*YOUR INSTRUCTIONS*: Your task is to write out every line of the data exactly. Drop the pictures.

*Stored data entries*:
►

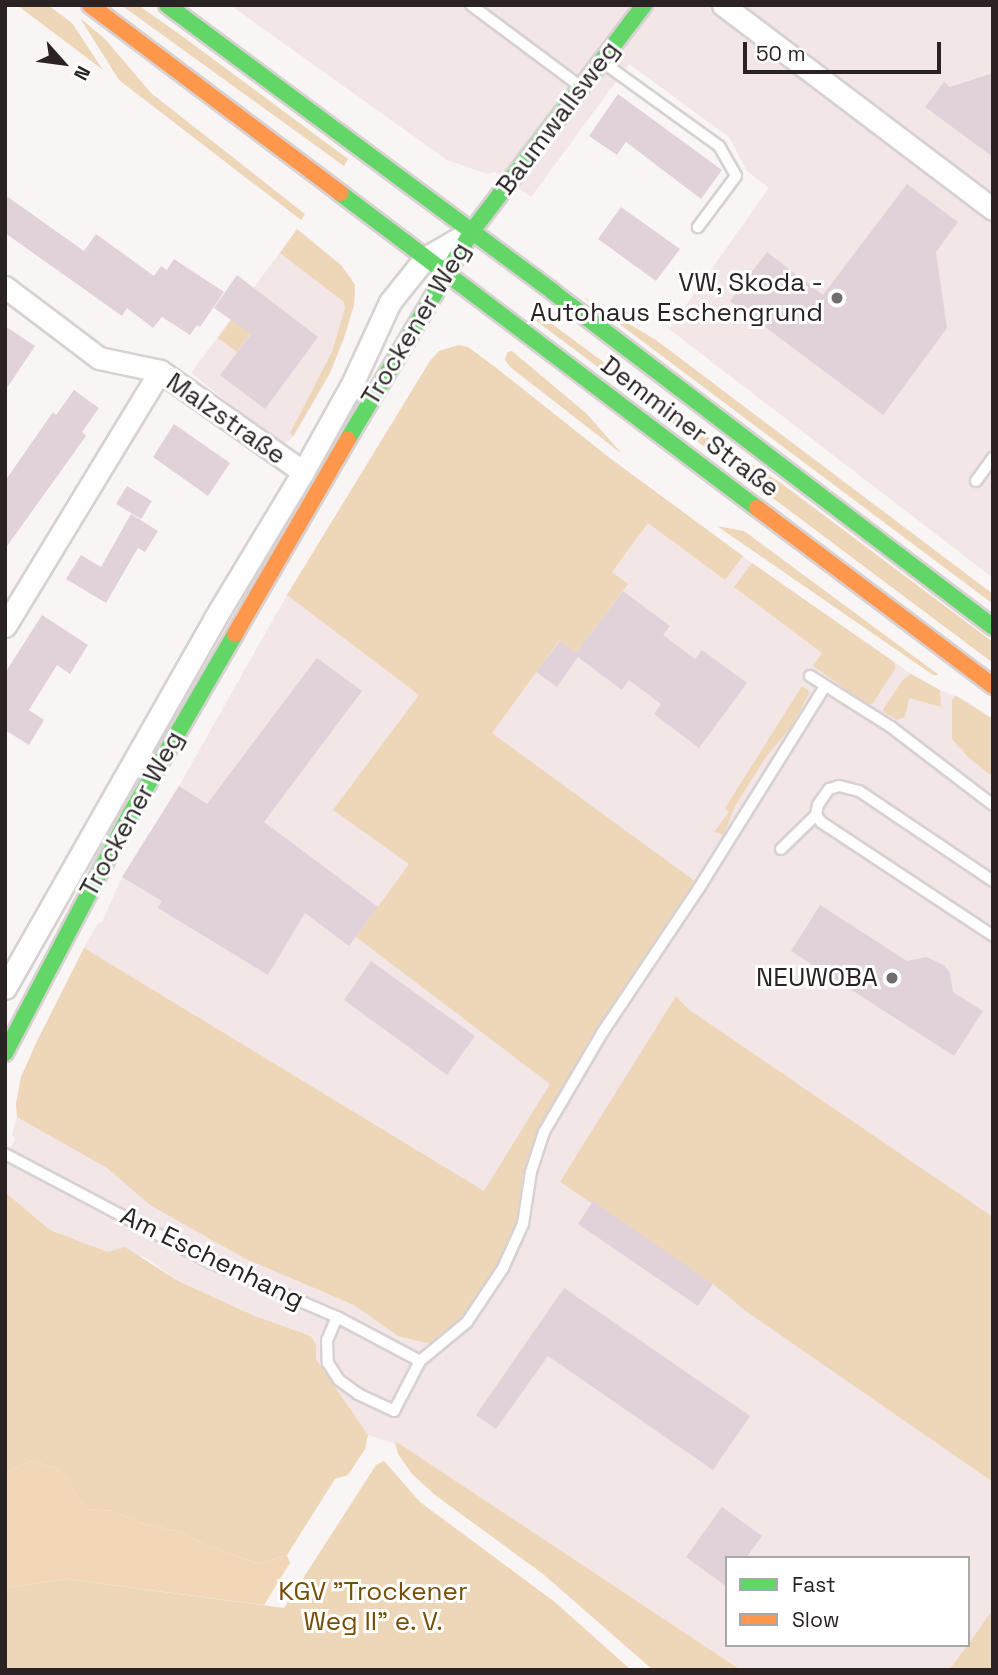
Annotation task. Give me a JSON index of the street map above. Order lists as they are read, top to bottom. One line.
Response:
{"streets":{"main road":["Baumwallsweg","Trockener Weg","Demminer Straße"],"street":["Malzstraße"],"lane":["Am Eschenhang"]},"crossings":[["Baumwallsweg","Trockener Weg"],["Baumwallsweg","Demminer Straße"],["Trockener Weg","Malzstraße"],["Trockener Weg","Demminer Straße"]],"parks":["KGV \"Trockener Weg II\" e. V."],"places":["VW, Skoda - Autohaus Eschengrund","NEUWOBA"],"legend":["Fast","Slow"],"scale_bar":"50 m","north":"bottom right"}
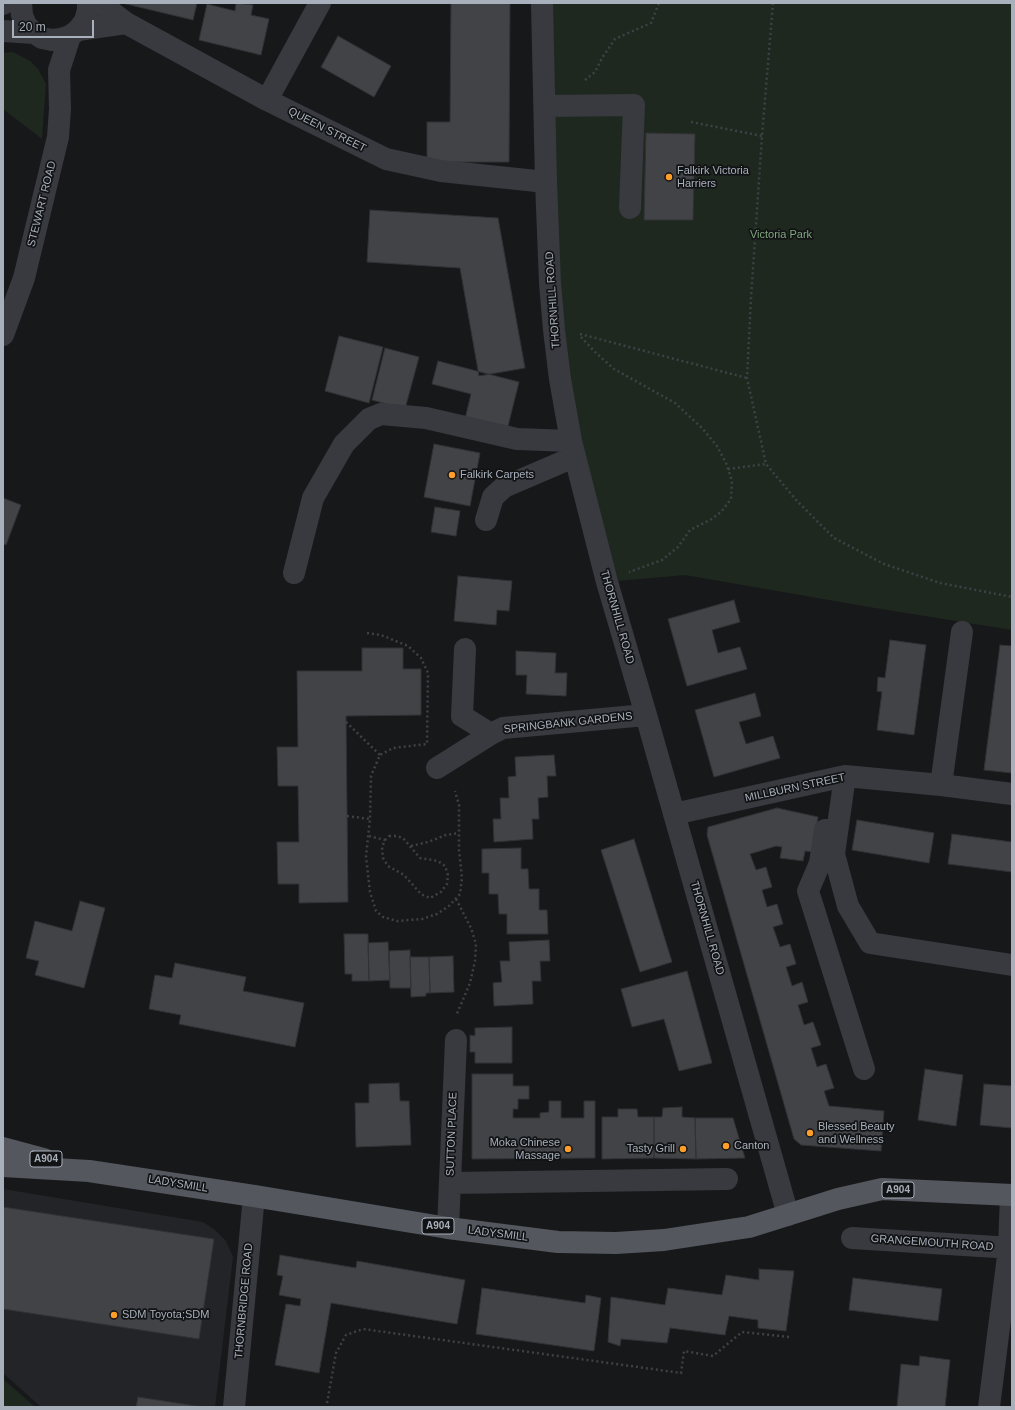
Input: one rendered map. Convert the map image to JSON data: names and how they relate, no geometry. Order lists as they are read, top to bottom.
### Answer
{
  "streets": {
    "main road": ["A904", "LADYSMILL"],
    "street": [
      "QUEEN STREET",
      "STEWART ROAD",
      "THORNHILL ROAD",
      "SPRINGBANK GARDENS",
      "MILLBURN STREET",
      "SUTTON PLACE",
      "GRANGEMOUTH ROAD",
      "THORNBRIDGE ROAD"
    ]
  },
  "crossings": [
    ["QUEEN STREET", "THORNHILL ROAD"],
    ["THORNHILL ROAD", "SPRINGBANK GARDENS"],
    ["THORNHILL ROAD", "MILLBURN STREET"],
    ["THORNHILL ROAD", "A904"],
    ["THORNHILL ROAD", "LADYSMILL"],
    ["SUTTON PLACE", "LADYSMILL"],
    ["A904", "LADYSMILL"],
    ["LADYSMILL", "THORNBRIDGE ROAD"]
  ],
  "parks": ["Victoria Park"],
  "places": [
    "Falkirk Victoria Harriers",
    "Falkirk Carpets",
    "Blessed Beauty and Wellness",
    "Canton",
    "Moka Chinese Massage",
    "Tasty Grill",
    "SDM Toyota;SDM"
  ],
  "scale_bar": "20 m"
}
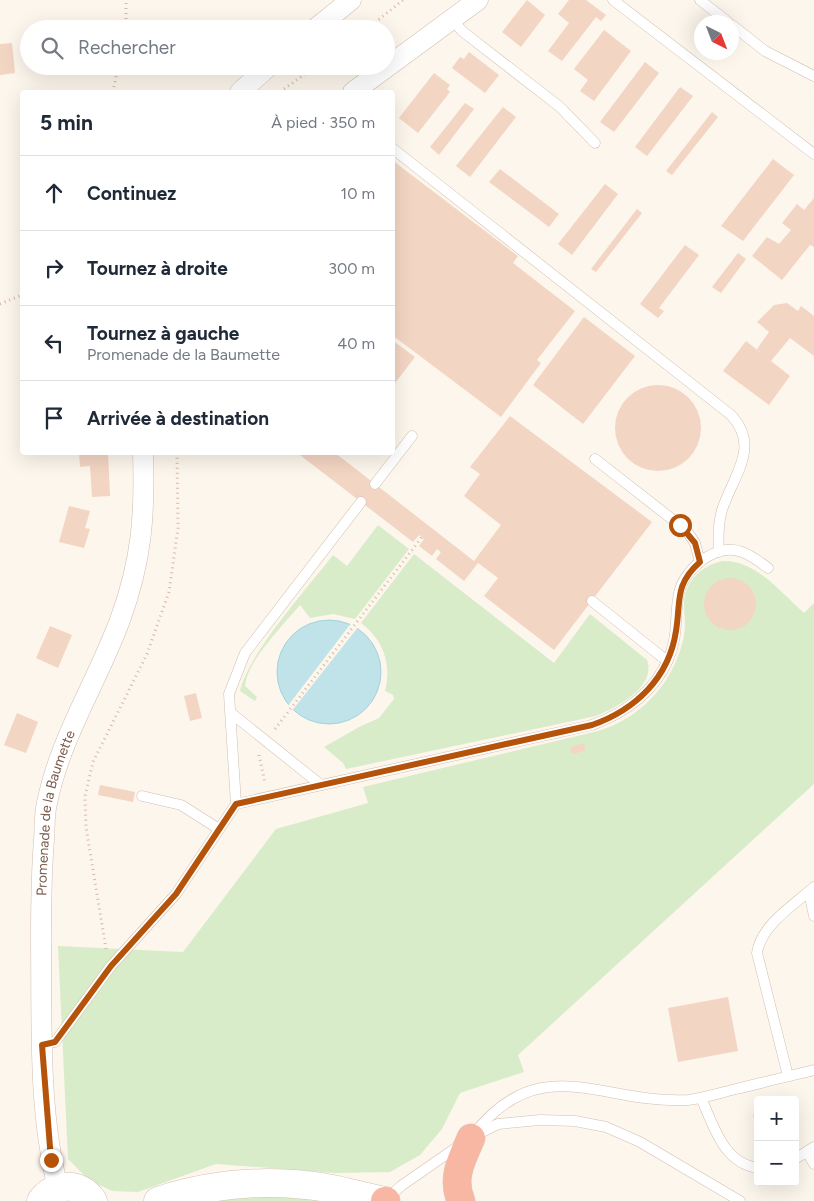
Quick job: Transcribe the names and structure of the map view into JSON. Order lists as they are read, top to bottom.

◄

*WORKED SOLUTION*:
Annotation task. Give me a JSON index of the street map above. Order lists as they are read, top to bottom. One line.
Response:
{"streets":{"main road":["Baumwallsweg","Trockener Weg","Demminer Straße"],"street":["Malzstraße"],"lane":["Am Eschenhang"]},"crossings":[["Baumwallsweg","Trockener Weg"],["Baumwallsweg","Demminer Straße"],["Trockener Weg","Malzstraße"],["Trockener Weg","Demminer Straße"]],"parks":["KGV \"Trockener Weg II\" e. V."],"places":["VW, Skoda - Autohaus Eschengrund","NEUWOBA"],"legend":["Fast","Slow"],"scale_bar":"50 m","north":"bottom right"}
Input: one rendered map. Convert the map image to JSON data: names and how they relate, no geometry. Order lists as they are read, top to bottom.
### Answer
{
  "streets": {
    "main road": ["A904", "LADYSMILL"],
    "street": [
      "QUEEN STREET",
      "STEWART ROAD",
      "THORNHILL ROAD",
      "SPRINGBANK GARDENS",
      "MILLBURN STREET",
      "SUTTON PLACE",
      "GRANGEMOUTH ROAD",
      "THORNBRIDGE ROAD"
    ]
  },
  "crossings": [
    ["QUEEN STREET", "THORNHILL ROAD"],
    ["THORNHILL ROAD", "SPRINGBANK GARDENS"],
    ["THORNHILL ROAD", "MILLBURN STREET"],
    ["THORNHILL ROAD", "A904"],
    ["THORNHILL ROAD", "LADYSMILL"],
    ["SUTTON PLACE", "LADYSMILL"],
    ["A904", "LADYSMILL"],
    ["LADYSMILL", "THORNBRIDGE ROAD"]
  ],
  "parks": ["Victoria Park"],
  "places": [
    "Falkirk Victoria Harriers",
    "Falkirk Carpets",
    "Blessed Beauty and Wellness",
    "Canton",
    "Moka Chinese Massage",
    "Tasty Grill",
    "SDM Toyota;SDM"
  ],
  "scale_bar": "20 m"
}
Quick job: Transcribe the names and structure of the map view into JSON. Order lists as they are read, top to bottom.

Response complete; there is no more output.